------ Source data

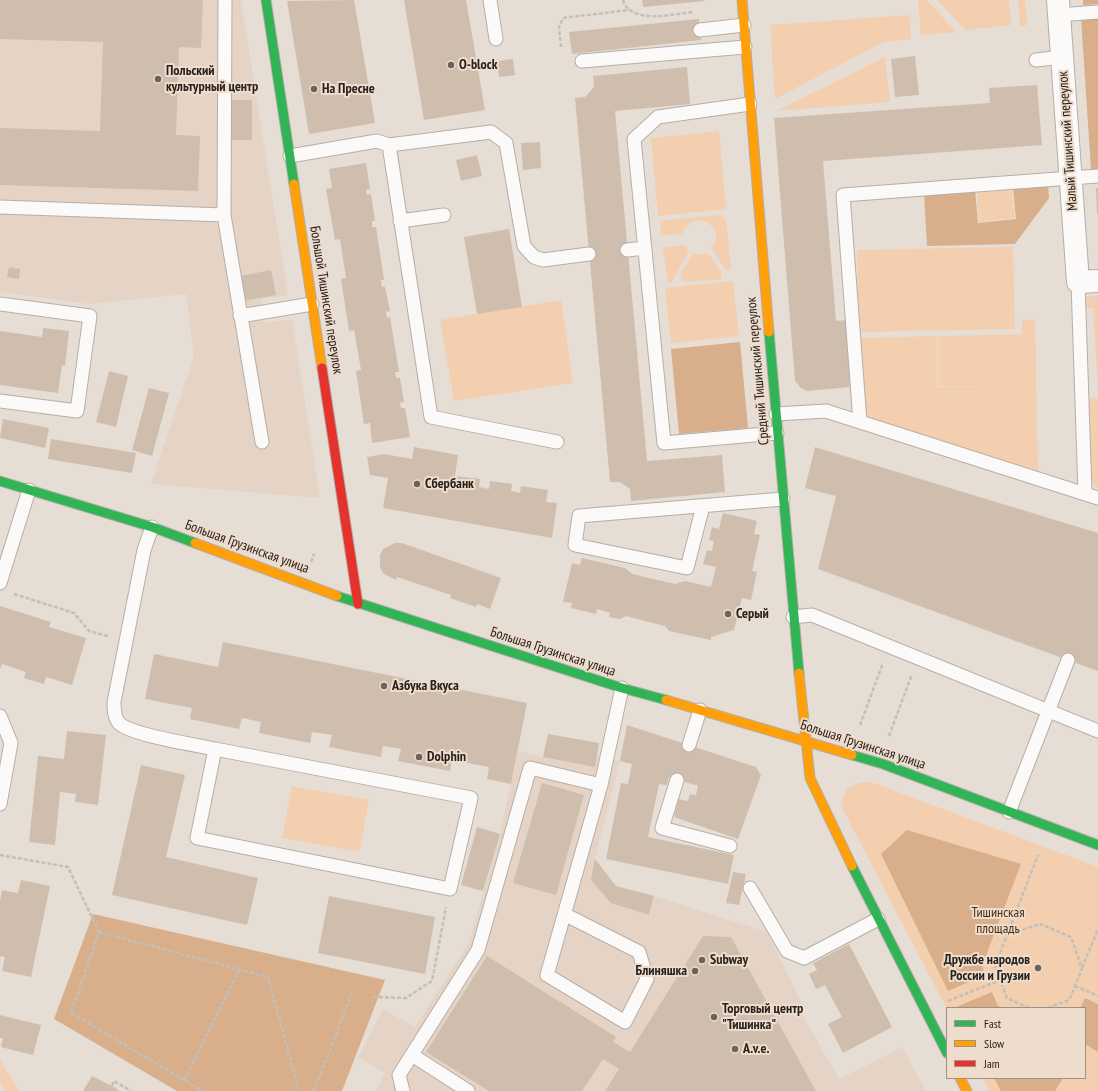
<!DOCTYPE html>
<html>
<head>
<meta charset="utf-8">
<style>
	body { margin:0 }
	#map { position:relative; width:1098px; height:1091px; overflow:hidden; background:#e6ddd5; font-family:"PT Sans Narrow",sans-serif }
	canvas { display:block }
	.legend { position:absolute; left:946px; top:1007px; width:140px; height:72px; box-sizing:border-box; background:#eedccd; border:1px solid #9f9186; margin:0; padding:5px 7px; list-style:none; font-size:12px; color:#28211c }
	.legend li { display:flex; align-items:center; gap:8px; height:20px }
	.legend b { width:20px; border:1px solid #9f9186 }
</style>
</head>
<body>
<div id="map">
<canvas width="1098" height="1091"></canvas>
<ul class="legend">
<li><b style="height:5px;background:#30b455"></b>Fast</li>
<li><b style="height:5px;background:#ff9f0a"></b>Slow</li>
<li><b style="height:5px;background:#e5322d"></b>Jam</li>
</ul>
</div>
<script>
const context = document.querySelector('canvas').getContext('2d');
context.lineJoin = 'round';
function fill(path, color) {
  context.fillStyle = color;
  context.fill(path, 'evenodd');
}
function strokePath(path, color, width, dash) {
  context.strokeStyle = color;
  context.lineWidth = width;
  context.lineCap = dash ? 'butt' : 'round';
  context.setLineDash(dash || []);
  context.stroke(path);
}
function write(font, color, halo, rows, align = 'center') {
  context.font = font + ' "PT Sans Narrow",sans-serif';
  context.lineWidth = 4;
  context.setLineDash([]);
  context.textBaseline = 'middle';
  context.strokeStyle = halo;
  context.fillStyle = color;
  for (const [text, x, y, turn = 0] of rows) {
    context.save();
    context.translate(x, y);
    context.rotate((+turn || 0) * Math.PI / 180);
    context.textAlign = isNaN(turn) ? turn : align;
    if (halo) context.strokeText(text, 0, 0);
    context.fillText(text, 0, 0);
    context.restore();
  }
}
fill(new Path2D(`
	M 0,0 L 241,0 L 288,295 L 261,299 L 262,312 L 264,323 L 292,319 L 320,498 L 151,484 L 194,356 L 186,294 L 89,304 L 0,292 Z
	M 518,751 L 543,757 L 596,755 L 620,761 L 595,859 L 616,886 L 654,896 L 767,932 L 802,1004 L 798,1007 L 839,1079 L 902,1047 L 926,1091 L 376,1091 L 385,1073 L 358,1057 L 383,1009 L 415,1027 L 469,943 L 500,834 Z`), '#e5d4c6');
fill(new Path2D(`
	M 918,0 L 927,0 L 956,32 L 921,35 Z
	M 937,0 L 1009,0 L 1011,25 L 966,30 Z
	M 1018,0 L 1025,0 L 1027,25 L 1020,26 Z
	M 909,15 L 911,39 L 884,42 L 775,99 L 770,25 Z
	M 885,57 L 890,102 L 776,111 Z
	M 719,131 L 726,209 L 658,216 L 651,138 Z
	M 1012,190 L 1015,218 L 979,222 L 977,193 Z
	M 718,215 L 723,216 L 726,221 L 731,268 L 729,270 L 726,270 L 711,248 C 730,229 692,205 682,234 L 661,236 L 660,221 Z
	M 684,245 L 689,251 L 671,283 L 668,284 L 663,248 Z
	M 1013,247 L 1015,329 L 859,332 L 857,250 Z
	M 693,253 L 698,255 L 708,253 L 721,272 L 721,278 L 716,280 L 683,282 L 680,275 Z
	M 733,281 L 739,336 L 671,343 L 665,288 Z
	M 1098,296 L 1098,392 L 1093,308 L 1080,308 L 1080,297 Z
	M 561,300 L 573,383 L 454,401 L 440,320 Z
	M 1035,319 L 1038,473 L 1032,474 L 872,418 L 866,416 L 864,412 L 860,338 L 937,336 L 937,387 L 1019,387 L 938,386 L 938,336 L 1022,334 L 1022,320 Z
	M 1089,398 L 1098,398 L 1098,489 L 1091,481 Z
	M 861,782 L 871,782 L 1098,867 L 1098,1091 L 989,1091 L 983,1078 L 1085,1078 L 1085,1008 L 947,1009 L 843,810 C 841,794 845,787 861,782 Z
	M 292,786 L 369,800 L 359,852 L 282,838 Z
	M 0,1060 L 19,1091 L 6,1091 L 0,1082 Z`), '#f3cfb0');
fill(new Path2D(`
	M 1083,0 L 1098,0 L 1098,4 L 1083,5 Z
	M 1098,16 L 1098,169 L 1091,169 L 1081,18 Z
	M 1048,183 L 1049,198 L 1015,244 L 927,246 L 924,193 L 975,189 L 978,223 L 1016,219 L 1013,186 Z
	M 740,342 L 748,428 L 679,434 L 671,349 Z
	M 907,830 L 1021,864 L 982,966 L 985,975 L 948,991 L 881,854 Z
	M 93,914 L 385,980 L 342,1091 L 177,1091 L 54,1019 Z
	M 992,992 L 998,1006 L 1003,1008 L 957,1008 L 956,1007 Z
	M 1085,998 L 1098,1004 L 1098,1052 L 1085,1044 L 1085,1008 L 1080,1008 Z
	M 994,1078 L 1063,1078 L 1055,1091 L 1001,1091 Z`), '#d8af8a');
fill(new Path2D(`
	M 0,0 L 203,0 L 201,48 L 179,47 L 176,135 L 200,136 L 198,191 L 0,185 L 0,128 L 100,131 L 103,42 L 0,39 Z
	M 354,0 L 375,123 L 309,134 L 287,1 Z
	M 404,0 L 466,0 L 485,110 L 424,120 Z
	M 642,0 L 704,0 L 705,1 L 643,7 Z
	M 699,19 L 701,40 L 572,54 L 569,32 Z
	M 915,56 L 919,95 L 895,97 L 891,59 Z
	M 513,59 L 515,75 L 499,77 L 497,61 Z
	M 687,67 L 690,104 L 615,111 L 647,461 L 722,455 L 725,492 L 631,501 L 630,489 L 620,482 L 610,482 L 575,98 L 585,97 L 594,87 L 593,76 Z
	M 1037,85 L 1042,145 L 823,161 L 836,321 L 847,320 L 850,387 L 807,391 L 801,388 L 795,381 L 774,118 L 990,103 L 989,88 Z
	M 231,100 L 252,100 L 252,140 L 231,140 Z
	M 540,142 L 541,168 L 523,170 L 521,143 Z
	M 477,155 L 482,176 L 461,181 L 456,160 Z
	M 366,163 L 370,189 L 366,190 L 367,195 L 371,194 L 375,221 L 372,221 L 372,227 L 376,227 L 384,280 L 381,280 L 382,287 L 385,287 L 390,311 L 386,312 L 387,318 L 390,317 L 399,372 L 395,372 L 396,378 L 400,378 L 404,402 L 400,403 L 401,408 L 405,408 L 410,437 L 372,443 L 370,423 L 364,424 L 356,371 L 361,370 L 354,330 L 349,331 L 341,279 L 346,278 L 340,239 L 335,240 L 326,189 L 332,188 L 329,169 Z
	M 1096,188 L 1098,188 L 1098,214 L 1097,214 Z
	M 509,229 L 522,307 L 477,314 L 464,237 Z
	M 9,267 L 20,269 L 19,279 L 7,277 Z
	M 271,270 L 276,295 L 244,301 L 240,276 Z
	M 43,328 L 69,331 L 65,366 L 62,365 L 58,393 L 0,385 L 0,331 L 42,337 Z
	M 109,371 L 128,376 L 116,427 L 96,422 Z
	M 149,388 L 169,393 L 152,456 L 132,450 Z
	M 3,419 L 49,428 L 45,448 L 0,438 Z
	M 51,439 L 136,453 L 132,473 L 48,459 Z
	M 414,447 L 458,455 L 455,476 L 480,479 L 479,487 L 489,489 L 490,481 L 512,484 L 511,491 L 520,493 L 521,486 L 548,490 L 546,502 L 557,503 L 552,538 L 383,508 L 388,478 L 370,475 L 367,457 L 384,454 L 412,459 Z
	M 815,447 L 1098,533 L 1098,671 L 818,569 L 836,496 L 805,488 Z
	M 723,513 L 757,521 L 754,534 L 760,535 L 752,571 L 757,572 L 751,600 L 742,598 L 734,630 L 711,637 L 711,640 L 669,631 L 665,626 L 626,616 L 620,619 L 609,617 L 610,613 L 597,609 L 596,614 L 571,608 L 572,603 L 563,602 L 572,563 L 580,565 L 582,558 L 625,568 L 632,574 L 675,584 L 685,581 L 711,587 L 716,567 L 703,564 L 707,550 L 712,551 L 714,541 L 709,540 L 712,527 L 719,529 Z
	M 395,543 L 402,543 L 501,578 L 490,609 L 477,604 L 476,607 L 450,598 L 451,595 L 397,577 L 396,580 L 384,574 L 380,568 L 380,555 L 383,549 Z
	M 0,606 L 51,622 L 49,627 L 86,638 L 72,685 L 46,677 L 44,684 L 24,678 L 26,672 L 2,664 L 0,669 Z
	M 223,642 L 527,703 L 511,784 L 487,779 L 489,767 L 452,760 L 450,771 L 398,761 L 401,749 L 383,746 L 381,757 L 329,747 L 332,735 L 312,732 L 310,743 L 259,733 L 261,722 L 242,718 L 239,729 L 190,719 L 192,708 L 145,699 L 154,654 L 218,667 Z
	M 627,725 L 756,767 L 761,775 L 738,839 L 674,817 L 678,799 L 688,801 L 690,794 L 696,795 L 698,786 L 669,777 L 667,785 L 659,784 L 648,837 L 734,855 L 728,884 L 606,859 L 621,783 L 628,784 L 632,764 L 620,761 Z
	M 67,731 L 106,735 L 98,805 L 75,802 L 76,794 L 60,792 L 55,845 L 29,842 L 38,756 L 64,759 Z
	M 548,734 L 599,743 L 595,767 L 543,757 Z
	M 141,765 L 185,775 L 166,857 L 258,878 L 247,925 L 112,895 Z
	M 542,783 L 584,795 L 556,895 L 513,883 Z
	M 477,827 L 500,834 L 483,891 L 461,885 Z
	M 595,859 L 616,886 L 654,896 L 649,915 L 611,903 L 591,880 Z
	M 733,872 L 746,874 L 739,905 L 726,903 Z
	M 21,880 L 50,886 L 31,977 L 2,971 L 5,957 L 0,956 L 0,901 L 2,890 L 18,893 Z
	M 329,896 L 435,917 L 425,974 L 318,953 Z
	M 703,936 L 731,937 L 816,1091 L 605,1091 L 619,1069 L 603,1059 L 582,1091 L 489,1091 L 426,1052 L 487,956 L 616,1037 L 613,1042 L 630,1052 Z
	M 849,944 L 892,1027 L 843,1053 L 828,1024 L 842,1017 L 825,985 L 816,989 L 809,974 L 817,970 L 813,963 Z
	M 0,1015 L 41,1025 L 33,1055 L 1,1047 L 3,1038 L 0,1038 Z
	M 92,1076 L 112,1086 L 120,1091 L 83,1091 Z`), '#cfbeae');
const lane = new Path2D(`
	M 225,0 L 224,215 L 262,442
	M 490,0 L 496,39
	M 1059,15 L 1098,12
	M 700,30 L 744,25
	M 1036,60 L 1062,57
	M 582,61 L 745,47
	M 750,104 L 658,117 L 634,139 L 664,443 L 777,433
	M 389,145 L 491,132 L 506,143 L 524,246 L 534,257 L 543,260 L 589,254
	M 290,156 L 377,141 L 389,145 L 431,417 L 557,442
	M 0,207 L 224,215
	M 400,221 L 444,215
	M 627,250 L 645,248
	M 1078,282 L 1085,493
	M 0,304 L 90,316 L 77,411 L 0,401
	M 240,316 L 312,304
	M 776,414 L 826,411 L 1098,498
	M 860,422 L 843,195 L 1098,176
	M 703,506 L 687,568 L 575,545 L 579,516 L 783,499
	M 152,527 L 144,550 L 114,702 C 114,709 114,717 119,723 C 130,735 197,745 215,749
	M 0,583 L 29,490
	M 793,617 L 812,615 L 1098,731
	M 0,716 L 11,743 L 0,804
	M 689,745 L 700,710
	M 215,749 L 471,798 L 450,889 L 197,838 Z
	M 677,780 L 662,828 L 730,846
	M 1009,812 L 1068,660
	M 750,888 L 787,951 L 804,958 L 878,919
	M 566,915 L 639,952 L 647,979 L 625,1022 L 547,975 L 601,785 L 622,688
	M 412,1055 L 468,1091
	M 403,1091 L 399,1075 L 478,950 L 530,768 L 601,785`);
const street = new Path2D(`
	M 1058,0 L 1078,282 L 1098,281`);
const fast = new Path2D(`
	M 266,0 L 294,184
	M 769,332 L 799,673
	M 0,481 L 152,527 L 195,543
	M 337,596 L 622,688 L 666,700
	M 852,755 L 883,764 L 1098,845
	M 852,866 L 947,1053`);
const slow = new Path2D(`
	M 742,0 L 769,332
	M 294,184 L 322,368
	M 195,543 L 337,596
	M 799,673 L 810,778 L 852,866
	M 666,700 L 852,755
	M 960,1078 L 967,1091`);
const jam = new Path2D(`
	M 322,368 L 358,604`);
strokePath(lane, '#b5aea8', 15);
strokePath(street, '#b5aea8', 24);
strokePath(fast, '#b5aea8', 11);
strokePath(slow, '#b5aea8', 11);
strokePath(jam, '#b5aea8', 11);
strokePath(new Path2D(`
	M 623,0 C 630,25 674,14 693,12
	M 561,47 L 559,27 L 563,18 L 629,10
	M 311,562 L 314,554
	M 14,594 L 74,613 L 89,631 L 108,636
	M 860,725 L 883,663
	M 889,736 L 912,674
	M 0,855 L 68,867 L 99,932 L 71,1013 L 202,1091
	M 99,932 L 268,977 L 299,1091
	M 1007,935 L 1038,855
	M 1082,968 L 1098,929
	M 1075,986 L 1098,996
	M 373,997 L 406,998 L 432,981 L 446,907
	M 948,1001 L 1000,980
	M 1029,1008 L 1007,998 L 995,966 L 1007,935 L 1040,924 L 1071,937 L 1082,969 L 1069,1000 L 1047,1008
	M 184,1080 L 239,970
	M 112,1086 L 114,1081 L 131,1091
	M 314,1091 L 352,993`), '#c2bfbc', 2.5, [4, 2]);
strokePath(lane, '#fbfaf9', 13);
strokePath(street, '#fbfaf9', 22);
strokePath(fast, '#30b455', 9);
strokePath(slow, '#ff9f0a', 9);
strokePath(jam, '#e5322d', 9);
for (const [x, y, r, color] of [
	[451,65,4,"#6a635d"],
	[158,79,4,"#6a635d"],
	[314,89,4,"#6a635d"],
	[417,484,4,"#6a635d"],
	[728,614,4,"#6a635d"],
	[384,686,4,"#6a635d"],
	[419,757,4,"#6a635d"],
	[702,960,4,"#6a635d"],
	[1038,968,4,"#6a635d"],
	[695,971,4,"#6a635d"],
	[714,1017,4,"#6a635d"],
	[735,1049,4,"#6a635d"]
]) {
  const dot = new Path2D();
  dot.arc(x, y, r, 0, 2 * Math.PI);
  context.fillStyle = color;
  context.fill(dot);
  strokePath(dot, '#eedccd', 1.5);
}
write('bold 14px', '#28211c', '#eedccd', [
	["O-block",459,65],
	["Польский",166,71],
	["культурный центр",166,87],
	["На Пресне",322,89],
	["Сбербанк",425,484],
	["Серый",736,614],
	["Азбука Вкуса",392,686],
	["Dolphin",427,757],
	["Subway",710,960],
	["Дружбе народов",1030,960,"right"],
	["России и Грузии",1030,976,"right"],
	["Блиняшка",687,971,"right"],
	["Торговый центр",722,1009],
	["\"Тишинка\"",722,1025],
	["A.v.e.",743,1049]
], 'left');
write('14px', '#28211c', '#eedccd', [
	["Малый Тишинский переулок",1068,141,-94],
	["Большой Тишинский переулок",326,300,81],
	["Средний Тишинский переулок",758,371,-95],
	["Большая Грузинская улица",247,547,20],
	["Большая Грузинская улица",553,652,18],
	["Большая Грузинская улица",863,745,18]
]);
write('14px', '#492d12', '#eedccd', [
	["Тишинская",998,913],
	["площадь",998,929]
]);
</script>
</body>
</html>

------------

## What you have to do
Scan the material and collect every line that contains "display".

## Output of the task
	canvas { display:block }
	.legend li { display:flex; align-items:center; gap:8px; height:20px }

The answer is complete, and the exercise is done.